Article ID: | iaor201523853 |
Volume: | 30 |
Issue: | 6 |
Start Page Number: | 891 |
End Page Number: | 903 |
Publication Date: | Oct 2014 |
Journal: | Quality and Reliability Engineering International |
Authors: | Han Xixuan, Clemmensen Line |
Keywords: | statistics: regression, datamining |
We propose a new type of weighted support vector regression (SVR), motivated by modeling local dependencies in time and space in prediction of house prices. The classic weights of the weighted SVR are added to the slack variables in the objective function (OF‐weights). This procedure directly shrinks the coefficient of each observation in the estimated functions; thus, it is widely used for minimizing influence of outliers.

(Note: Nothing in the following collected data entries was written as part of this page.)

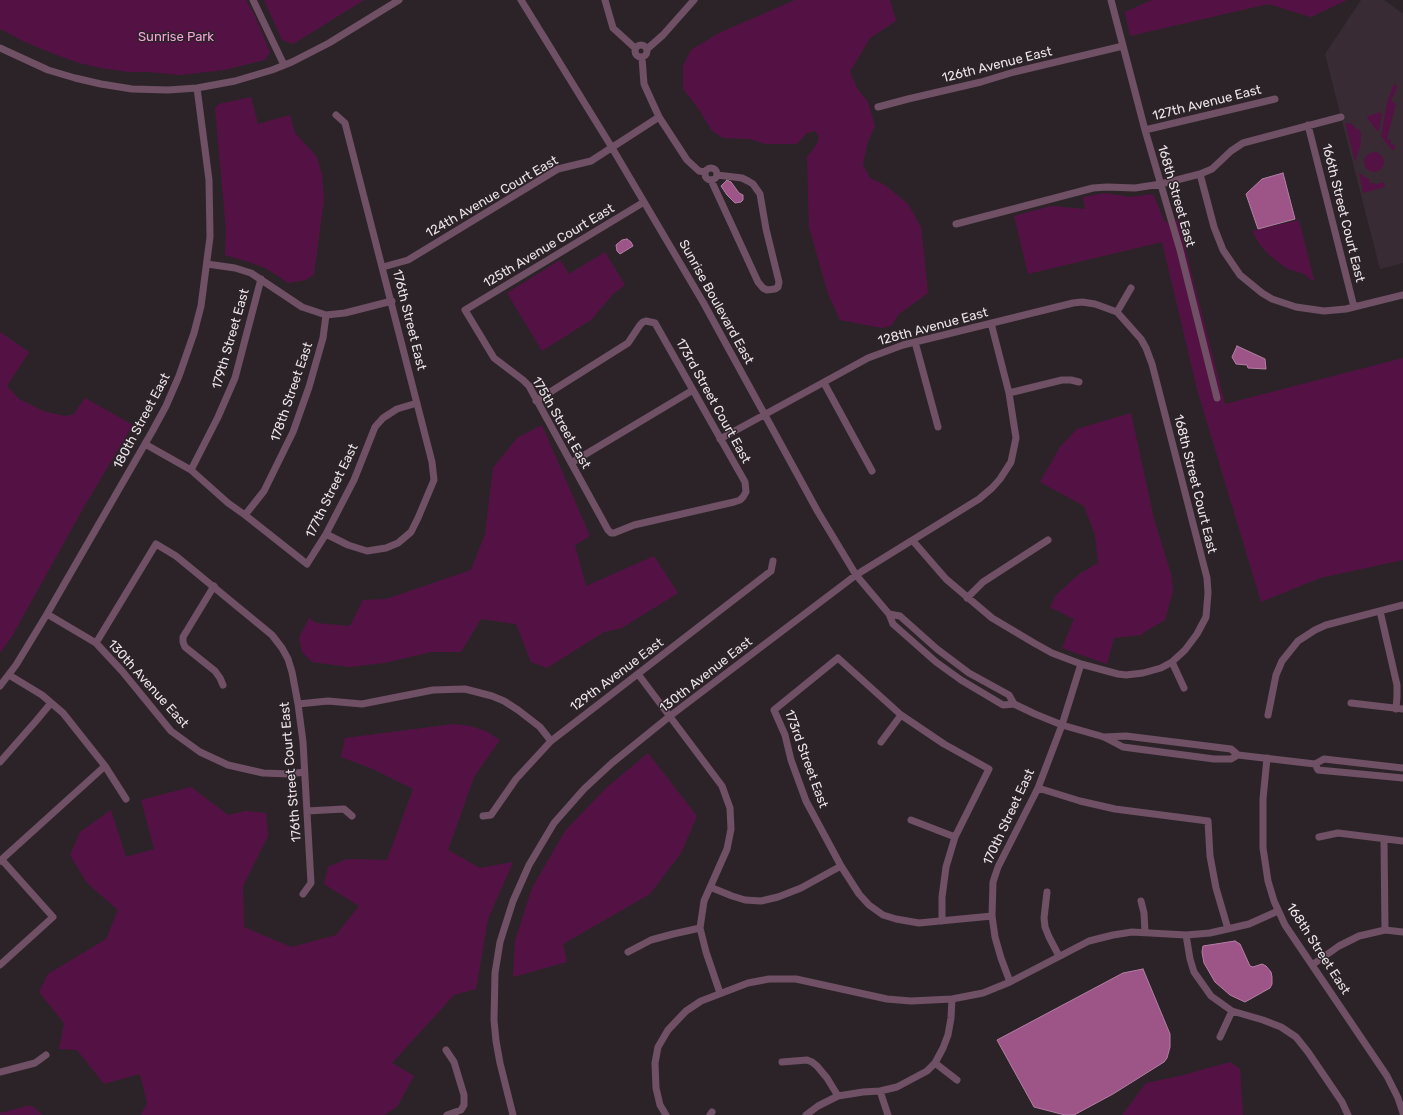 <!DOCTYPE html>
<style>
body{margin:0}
canvas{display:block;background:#2c2329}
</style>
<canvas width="1403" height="1115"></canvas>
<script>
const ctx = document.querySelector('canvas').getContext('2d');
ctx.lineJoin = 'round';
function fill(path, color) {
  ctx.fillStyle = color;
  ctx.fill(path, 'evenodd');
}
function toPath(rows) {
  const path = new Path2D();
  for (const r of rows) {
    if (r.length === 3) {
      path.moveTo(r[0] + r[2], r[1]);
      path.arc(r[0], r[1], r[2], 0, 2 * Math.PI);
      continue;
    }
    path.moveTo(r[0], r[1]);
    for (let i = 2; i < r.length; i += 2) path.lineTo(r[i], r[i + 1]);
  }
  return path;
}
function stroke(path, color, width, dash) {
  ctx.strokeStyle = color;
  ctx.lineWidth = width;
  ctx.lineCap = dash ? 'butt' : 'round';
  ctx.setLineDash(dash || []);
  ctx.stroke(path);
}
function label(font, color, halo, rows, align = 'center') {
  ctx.font = font + ' Rubik,sans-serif';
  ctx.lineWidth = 3;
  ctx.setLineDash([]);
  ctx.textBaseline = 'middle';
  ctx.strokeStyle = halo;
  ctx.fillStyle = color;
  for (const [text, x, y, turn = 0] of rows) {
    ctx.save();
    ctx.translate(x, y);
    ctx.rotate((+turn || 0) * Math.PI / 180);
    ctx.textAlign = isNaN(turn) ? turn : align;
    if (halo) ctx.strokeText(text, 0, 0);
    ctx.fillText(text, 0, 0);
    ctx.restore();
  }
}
fill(toPath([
 [1361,0,1384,0,1403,14,1403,263,1380,269,1325,54]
]), '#392b34');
fill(toPath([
 [0,0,246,0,254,14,270,52,265,60,224,70,180,75,149,72,129,72,101,68,79,63,57,55,25,42,0,29],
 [264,0,364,0,293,44,282,40],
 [795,0,890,0,896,21,870,38,850,72,857,88,868,102,875,126,867,144,863,165,870,178,885,185,908,204,921,227,928,293,899,314,891,326,882,328,840,320,828,294,809,227,807,157,817,144,819,137,815,131,807,133,797,144,765,144,750,139,723,138,712,131,698,108,683,89,683,66,691,50,719,33],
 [1152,0,1347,0,1311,17,1268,4,1130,36,1125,12],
 [1394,84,1398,86,1391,101,1396,104,1387,139,1391,140,1391,144,1395,145,1395,149,1392,150,1381,136,1387,102],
 [251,97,258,124,290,115,295,133,317,157,322,175,324,199,314,274,306,280,288,283,278,276,265,268,249,262,225,255,226,230,215,108,219,104],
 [1380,112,1382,114,1379,130,1377,131,1367,118,1368,116],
 [1345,123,1352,124,1357,129,1359,129,1361,133,1361,144,1355,162],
 [1374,162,10],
 [1359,173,1370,180,1370,183,1377,184,1384,182,1385,187,1363,193],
 [1105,193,1130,197,1153,194,1165,222,1178,220,1225,404,1403,358,1403,560,1320,578,1261,602,1197,389,1162,242,1028,274,1014,216,1051,206,1085,209,1083,197],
 [1299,220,1314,280,1311,280,1304,274,1288,269,1278,262,1268,254,1260,245,1252,231],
 [605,252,625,285,614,293,591,320,542,351,507,293,560,260,569,274],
 [0,332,29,352,7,386,19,399,43,411,64,416,73,415,85,398,133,425,85,505,11,638,0,653],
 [1131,413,1154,519,1171,574,1173,591,1165,620,1144,632,1142,635,1114,638,1107,664,1062,648,1074,619,1050,607,1056,595,1078,575,1098,563,1095,535,1084,506,1040,482,1060,447,1077,429],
 [542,425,590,536,575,545,586,586,654,556,678,593,622,628,604,632,547,668,531,662,516,624,481,619,461,652,431,652,384,663,350,667,312,662,302,652,299,638,309,618,316,623,350,626,363,600,386,599,471,570,485,534,493,468,517,438],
 [454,724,470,726,486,731,500,740,474,777,448,850,480,868,513,862,488,919,476,989,454,995,392,1063,414,1076,397,1107,384,1115,141,1115,147,1103,140,1074,104,1084,77,1050,59,1049,64,1023,39,992,48,974,106,939,118,910,87,883,70,855,80,832,111,810,126,857,154,849,141,800,191,787,228,815,246,811,266,813,268,836,243,886,244,927,274,940,292,947,336,935,359,906,324,884,328,867,347,859,387,860,413,789,373,769,341,757,345,738],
 [648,753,697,816,681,853,650,894,563,944,567,962,513,977,515,941,532,888,565,831,606,788],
 [1230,1062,1240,1069,1243,1115,1122,1115,1146,1083,1180,1076],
 [28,1106,32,1106,43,1115,0,1115,0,1113]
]), '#541244');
const water = toPath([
 [1283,173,1295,219,1258,229,1246,194,1262,179,1283,173],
 [727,180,731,182,739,193,743,195,743,200,741,202,735,203,727,195,721,186,727,180],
 [627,239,631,242,633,246,620,254,617,251,616,245,622,240,627,239],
 [1237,346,1263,358,1265,359,1266,369,1248,368,1247,365,1236,364,1232,357,1237,346],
 [1235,941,1240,944,1250,966,1253,967,1262,964,1266,966,1271,972,1272,977,1272,984,1270,988,1245,1002,1230,995,1215,982,1204,963,1202,952,1203,946,1235,941],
 [1143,969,1170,1034,1170,1047,1167,1058,1164,1062,1113,1094,1074,1115,1065,1115,1034,1107,997,1040,1123,973,1143,969]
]);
fill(water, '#9d5487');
stroke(water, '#b47fa4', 1);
stroke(toPath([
 [253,0,284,65],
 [521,0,611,146,703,302,818,512,856,575,889,614,893,624,936,662,961,680,1003,705,1014,704],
 [605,0,613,28,635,48],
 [1111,0,1145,130,1180,250,1217,398],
 [641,51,6],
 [0,48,48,70,75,78,101,84,132,89,168,90,197,88,235,81,272,70,292,62,329,43,399,0],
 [647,49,663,35,694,0],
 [642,58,644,84,659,117,687,160,699,171,705,172],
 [878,107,908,99,981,82,1014,72,1123,46],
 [1308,125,1354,307],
 [1145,130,1275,99],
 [711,174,6],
 [1200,174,1214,227,1223,250,1240,275,1262,293,1272,299,1296,307,1324,311,1346,309,1403,295],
 [711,180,758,282,763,288,767,290,775,289,778,287,779,282,766,229,760,194,753,184,748,181,742,178,717,175],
 [956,224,1093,188,1107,187,1135,188,1161,184,1200,174,1212,169,1231,151,1243,143,1341,117],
 [207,264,235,268,251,273,302,307,326,315,345,313,392,301],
 [383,267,408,260,558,169,591,161,659,117],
 [1117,312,1131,288],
 [915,342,938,427],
 [824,383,872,471],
 [1009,393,1062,380,1071,380,1079,382],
 [536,401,628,343,640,325,643,322,646,321,655,323,745,482,746,492,743,497,740,500,734,502,634,525,614,533,611,533,608,530,529,386,523,380,494,358,465,310,644,202],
 [720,439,868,358,903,345,1073,303,1082,302,1095,304,1117,312,1141,339,1146,348,1152,364,1207,578,1208,593,1206,617,1197,634,1185,650,1172,662,1161,668,1143,673,1126,675,1118,674,1081,664,1052,653,1034,643,992,618,946,579,913,541],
 [145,444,191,470,228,503,245,515,307,564,326,534,354,480,375,427,383,418,397,409,417,403],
 [571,463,693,390],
 [191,470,218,417,235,378,261,279],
 [245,515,264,491,293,432,309,387,323,338,326,315],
 [326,534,348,545,367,551,386,548,398,543,411,532,418,518,434,480,432,462,345,123,336,115],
 [214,586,183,637,183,642,185,647,215,671,220,678,223,685],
 [967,598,983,582,1048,540],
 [1380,611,1397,685,1397,696,1396,709],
 [47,614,96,643,122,671,171,731,200,752,228,765,263,773,290,774,304,772],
 [889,614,900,616,937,649,969,673,1009,695,1014,704,1035,714,1062,725,1104,737,1123,747,1214,759,1231,759,1238,755,1315,764,1324,759,1403,768],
 [96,643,156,544,176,556,272,635,282,648,288,659,292,672,298,704,303,742,311,883,303,894],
 [1172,662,1184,688],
 [638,674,722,786,730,808,731,829,727,849,704,901,700,928,706,952,720,993],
 [9,675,42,695,63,713,105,766,126,799],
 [0,686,16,665,47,614,153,430,166,406,179,376,194,333,201,306,210,237,209,180,197,88],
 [1351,703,1403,709],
 [298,704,328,701,362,704,433,690,465,689,492,696,504,701,518,710,540,727,551,741],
 [1268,715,1276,675,1282,661,1298,641,1315,630,1326,625,1403,605],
 [1104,737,1126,736,1231,749,1238,755],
 [881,742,901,715],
 [1267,758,1263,799,1263,848,1268,881,1274,901,1285,925,1387,1076,1398,1098,1403,1113],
 [0,762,36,721,51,703],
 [1315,764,1318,770,1403,778],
 [1038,788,1080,801,1115,809,1208,821,1210,856,1216,888,1228,929],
 [307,811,344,809,352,816],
 [483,816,491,815,516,779,551,741,771,571,773,561],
 [911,820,955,837],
 [1319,837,1338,833,1403,841],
 [1384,840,1385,930],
 [0,861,105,766],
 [841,866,806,801,791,760,785,735,774,710,838,658,901,715,944,744,989,769,955,837,946,867,942,897,942,921],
 [710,887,732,896,745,900,761,901,778,897,801,888,841,866,859,894,869,905,883,915,896,919,919,923,992,916],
 [1047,892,1044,918,1045,927,1049,937,1059,956],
 [1141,901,1144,913,1145,932],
 [1186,935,1190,959,1194,972,1211,996,1232,1011,1263,1020,1281,1027,1296,1037,1308,1052,1342,1102,1348,1115],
 [628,952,651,940,673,934,700,928],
 [0,965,53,917,2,860],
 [1312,965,1339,946,1359,936,1385,930,1403,932],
 [1010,982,1001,958,995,937,992,916,993,882,998,867,1038,788,1062,725,1081,664],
 [952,999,951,1018,948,1035,943,1048,935,1063,957,1080],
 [1220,1037,1232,1011],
 [446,1050,454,1062,464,1095,464,1105,461,1110,447,1115],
 [782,1062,807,1060,812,1062,817,1066,827,1078,838,1096],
 [0,1072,35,1063,46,1055],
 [880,1091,888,1115],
 [513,1115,500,1063,496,1041,494,1020,495,973,500,942,513,901,529,865,554,823,584,789,612,763,670,716,856,575,979,499,992,488,1000,479,1011,462,1016,438,1009,393,991,323],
 [666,1115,660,1105,656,1088,655,1063,658,1047,668,1030,686,1011,701,1001,748,983,769,979,796,979,887,999,911,1001,952,999,983,993,1010,982,1089,941,1113,935,1132,932,1186,935,1210,933,1249,924,1278,911],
 [710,1115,712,1112],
 [806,1115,818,1106,838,1096,863,1092,880,1091,897,1087,927,1071,935,1063]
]), '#705065', 7);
label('13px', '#f5a4db', '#2c2329', [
 ["Sunrise Park",176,37]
]);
label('13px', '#eae4e8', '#2c2329', [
 ["126th Avenue East",997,65,-14],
 ["127th Avenue East",1207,103,-14],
 ["168th Street East",1176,196,74],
 ["124th Avenue Court East",492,197,-30],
 ["166th Street Court East",1343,213,76],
 ["125th Avenue Court East",549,246,-31],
 ["Sunrise Boulevard East",716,302,61],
 ["176th Street East",409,320,76],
 ["128th Avenue East",933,327,-15],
 ["179th Street East",231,339,-74],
 ["178th Street East",292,392,-71],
 ["173rd Street Court East",713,401,61],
 ["180th Street East",142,421,-62],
 ["175th Street East",561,423,60],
 ["168th Street Court East",1195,484,76],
 ["177th Street East",332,491,-64],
 ["129th Avenue East",617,675,-37],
 ["130th Avenue East",706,675,-38],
 ["130th Avenue East",148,684,48],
 ["173rd Street East",806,759,70],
 ["176th Street Court East",291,772,-95],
 ["170th Street East",1009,817,-65],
 ["168th Street East",1318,949,57]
]);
</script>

We propose to additionally add weights to the slack variables in the constraints (CF‐weights) and call the combination of weights the doubly weighted SVR. We illustrate the differences and similarities of the two types of weights by demonstrating the connection between the Least Absolute Shrinkage and Selection Operator (LASSO) and the SVR. We show that an SVR problem can be transformed to a LASSO problem plus a linear constraint and a box constraint. We demonstrate the capabilities of the doubly weighted approach through an example of prediction of house prices. The weight functions in the house pricing model depend on the geographical distance to the house of interest and the difference in time of sale (CF‐weights) as well as the differences lying in variables (OF‐weights), such as house size and number of floors. The results illustrate that the combination of the two types of weights describes the relative importance of observations very well and lowers the influence of possible outliers. Therefore, it enables the SVR models to have good performance.